Por Patrick Modiano.
El ejemplar de Una librería en Berlín que, por lo que me contaron, había sido hallado recientemente en Niza en un tenderete de la Comunidad de Emaús, me ha causado una curiosa impresión. Quizá sea debido a que había sido impreso en Suiza en el mes de septiembre de 1945 por la editorial Jeheber, de Ginebra. Esta editorial, que hoy en día ya no existe, había publicado en 1942 L’aventure vient de la mer, traducción francesa de una novela de Daphne du Maurier aparecida en Londres el año anterior, una de esas novelas inglesas o americanas prohibidas por la censura nazi y que se vendían a escondidas en el mercado negro en el París de la Ocupación.
No se sabe qué fue de Françoise Frenkel después de la publicación de Una librería en Berlín. Al final de su libro, ella misma nos cuenta cómo cruzó clandestinamente la frontera suiza desde la Alta Saboya en 1943. Según se indica en la parte inferior de una de las hojas preliminares, escribió Una librería en Berlín en Suiza, «a orillas del lago de los Cuatro Cantones, 1943-1944». A veces hay extrañas coincidencias: en una carta que Maurice Sachs envió pocos meses antes, en noviembre de 1942, desde una casa del Orne donde estaba refugiado, encuentro, como quien no quiere la cosa, una frase con el título del libro de Françoise Frenkel: «Parece que mi línea, si no mi destino, es no tener ningún sitio donde descansar».

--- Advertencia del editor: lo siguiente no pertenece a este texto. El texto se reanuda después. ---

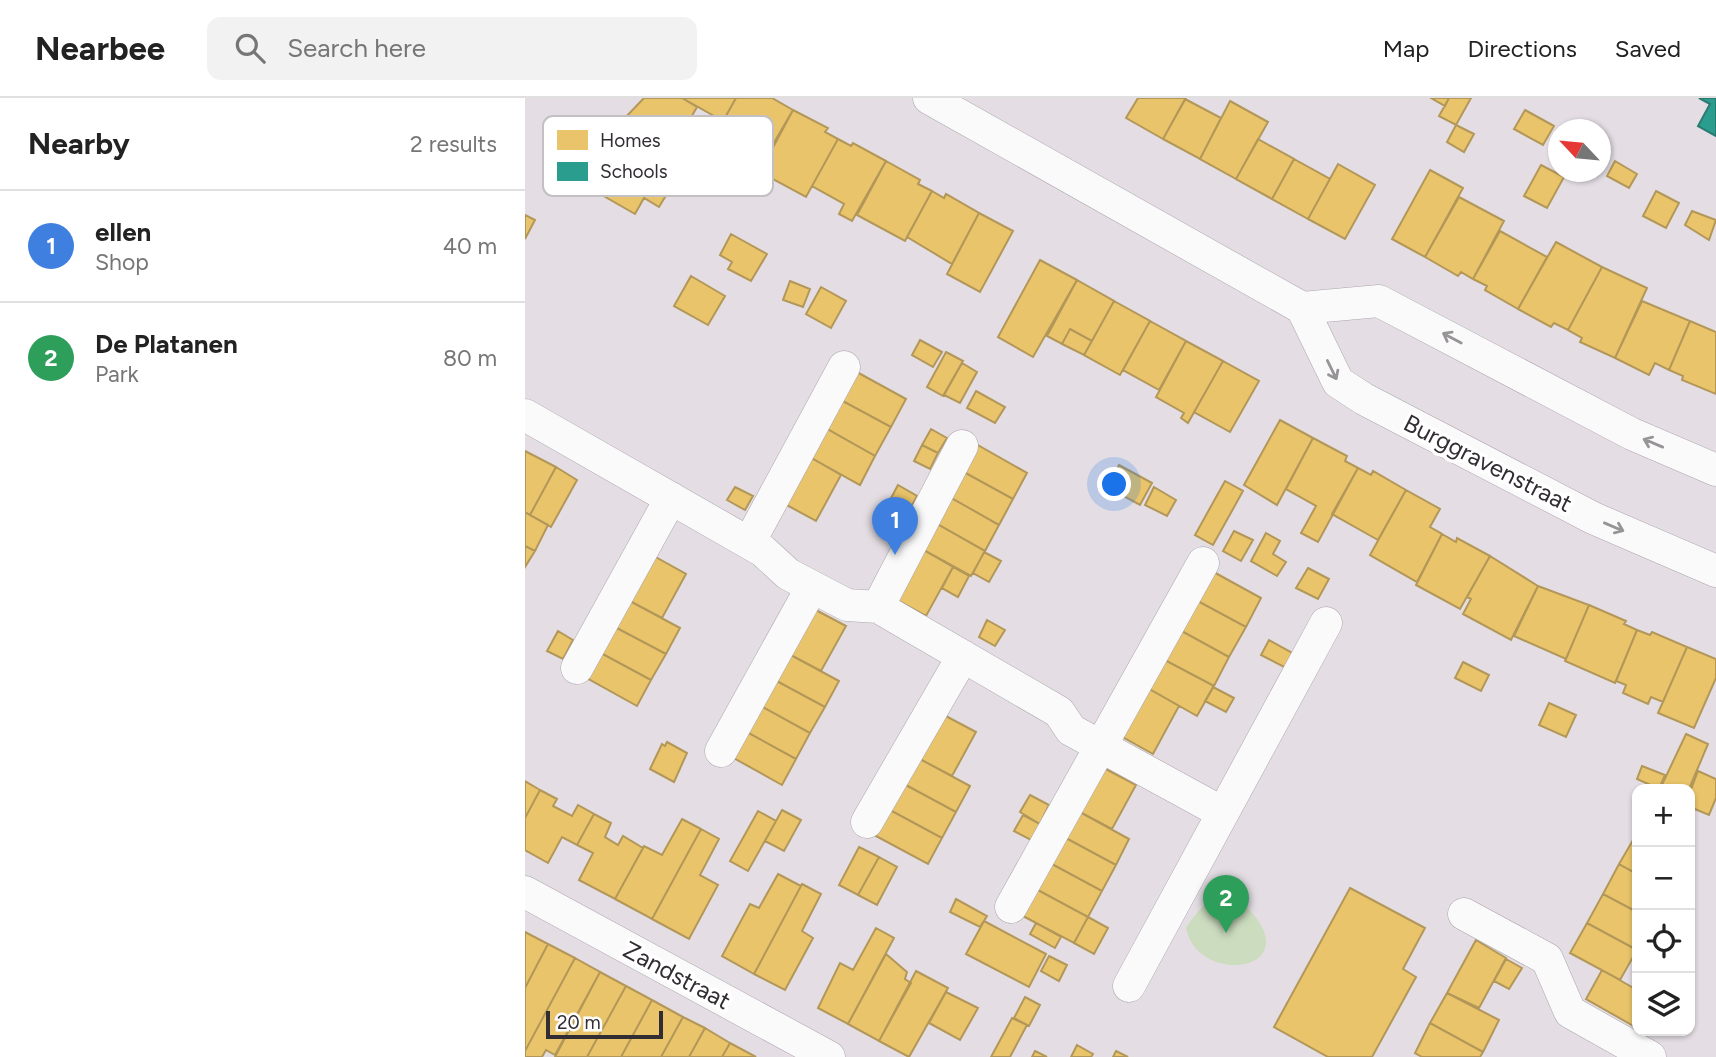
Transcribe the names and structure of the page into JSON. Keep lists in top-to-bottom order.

¿Qué se sabe de la vida de Françoise Frenkel después de la guerra? Hasta hoy, las escasas informaciones que he podido reunir sobre ella son las siguientes: en su relato evoca la librería francesa que ella misma había abierto en Berlín en los años veinte — la única librería francesa de la ciudad— y que regentó hasta 1939. En el mes de julio de aquel año, abandona Berlín precipitadamente en dirección a París. Por un estudio de Corine Defrance, «La Maison du Livre français à Berlin (1923-1933)», sabemos que dirigía esta librería con su marido, un tal Simon Raichenstein, de quien no dice ni una palabra en su libro. Es de suponer que este marido fantasma habría salido de Berlín hacia Francia a finales del año 1933 con un pasaporte Nansen. Las autoridades francesas le habrían denegado un carné de identidad y en su lugar le habrían enviado una notificación de expulsión. Pero él se quedó en París. Desde Drancy lo llevaron a Auschwitz en el convoy del 24 de julio de 1942. Había nacido en Rusia, en Moguilov, y en París parece que vivió en el distrito XIV.
Volvemos a encontrar el rastro de Françoise Frenkel en los archivos estatales de Ginebra, en la lista de personas registradas en la frontera ginebrina durante la Segunda Guerra Mundial, es decir, aquellas que obtuvieron la autorización para quedarse en Suiza después de haber cruzado la frontera. Esa lista nos indica sus verdaderos nombre y apellido: Raichenstein-Frenkel, Frymeta Ide sa; su fecha de nacimiento: 14-07-1889, y su país de origen: Polonia.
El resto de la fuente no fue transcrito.